I was taken through the first level, where tracks are laid to allow carts to be pushed over, and so every now and again we would have to find a niche to hold in whilst one of the 1.5 tonne fully loaded bucket-on-tracks was pushed past. Only the main level had this, everything else was hauled up or down to it by electric/hand winch, and wheel barrow. It was incredibly inteesting being taken through the warren of tunnles, and up and down the rickity ladders, probing the depths of the plkace. This particular mine was home to 14 collectives, each extening their territory by 1m/day - they are still hollowing the monolith out! We went down several levels, and Jose introduced me to som,e of his old mining buds, and prompted me to part with the last of my gifts - the alcohol. They invited us to share it with them, and so in an impromptu half an hour break, we shared cap fulls of the fire water, asking each other questions through Jose. Yet another surreal experience. With each capful, we spilled a couple of splashed on the ground, for Pachamama, the earth goddess to which the miners worship. This emptied the bottle much faster, but I was pretty pleased about that, considering we had about 60m of laddrs to climb back up!

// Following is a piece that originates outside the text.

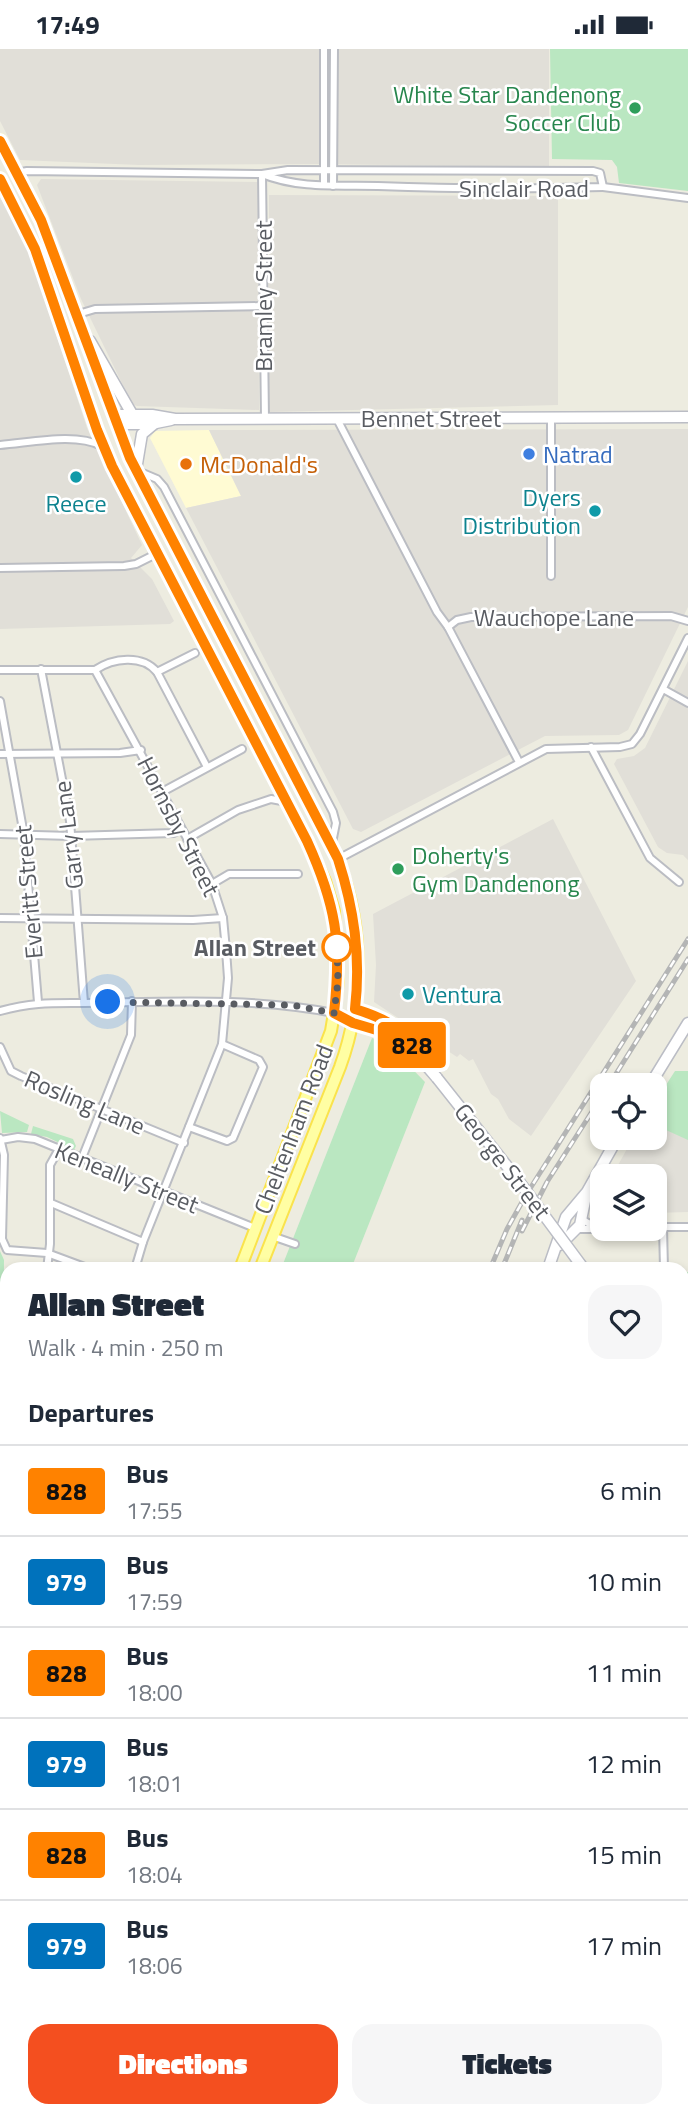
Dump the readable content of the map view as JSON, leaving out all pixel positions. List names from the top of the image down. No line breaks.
{"streets":{"main road":["Bennet Street","Cheltenham Road","George Street"],"street":["Sinclair Road","Bramley Street","Wauchope Lane","Hornsby Street","Garry Lane","Everitt Street","Rosling Lane","Keneally Street"]},"crossings":[["Sinclair Road","Bramley Street"],["Bramley Street","Bennet Street"],["Bennet Street","Wauchope Lane"],["Hornsby Street","Rosling Lane"],["Hornsby Street","Keneally Street"],["Cheltenham Road","George Street"],["Cheltenham Road","Keneally Street"]],"places":["White Star Dandenong Soccer Club","Natrad","McDonald's","Reece","Dyers Distribution","Doherty's Gym Dandenong","Allan Street","Ventura"],"lines":["bus line 828"],"page":{"status":"17:49","on_map":"828","heading":[["Allan Street","Walk · 4 min · 250 m"],"Departures"],"list":[{"mark":"828","name":"Bus","note":"17:55","value":"6 min"},{"mark":"979","name":"Bus","note":"17:59","value":"10 min"},{"mark":"828","name":"Bus","note":"18:00","value":"11 min"},{"mark":"979","name":"Bus","note":"18:01","value":"12 min"},{"mark":"828","name":"Bus","note":"18:04","value":"15 min"},{"mark":"979","name":"Bus","note":"18:06","value":"17 min"}],"buttons":["Directions","Tickets"]}}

I was shown one last thing before we left, Tio, the devil. Now in Andean mythology, unlike Wesern, no God is inherently good or evil - they have the capacity to do both. So when the Spaniards introduced the effigy to the Mita, as a way of trying to scare them into work, they were surprised to descover that gifts were still beigng made to it. Now these gifts are coca leaves, cigarettes and alcohol - all of which are left by one miner, then a couple of dys later 'shared´ by another - and indeed we did find a half empty bottle of long flat fizzy dink-alcohol mix, to which Jose said we both must drink.

Surely alcohol has something to do with the 100 or so deaths each year in these mines!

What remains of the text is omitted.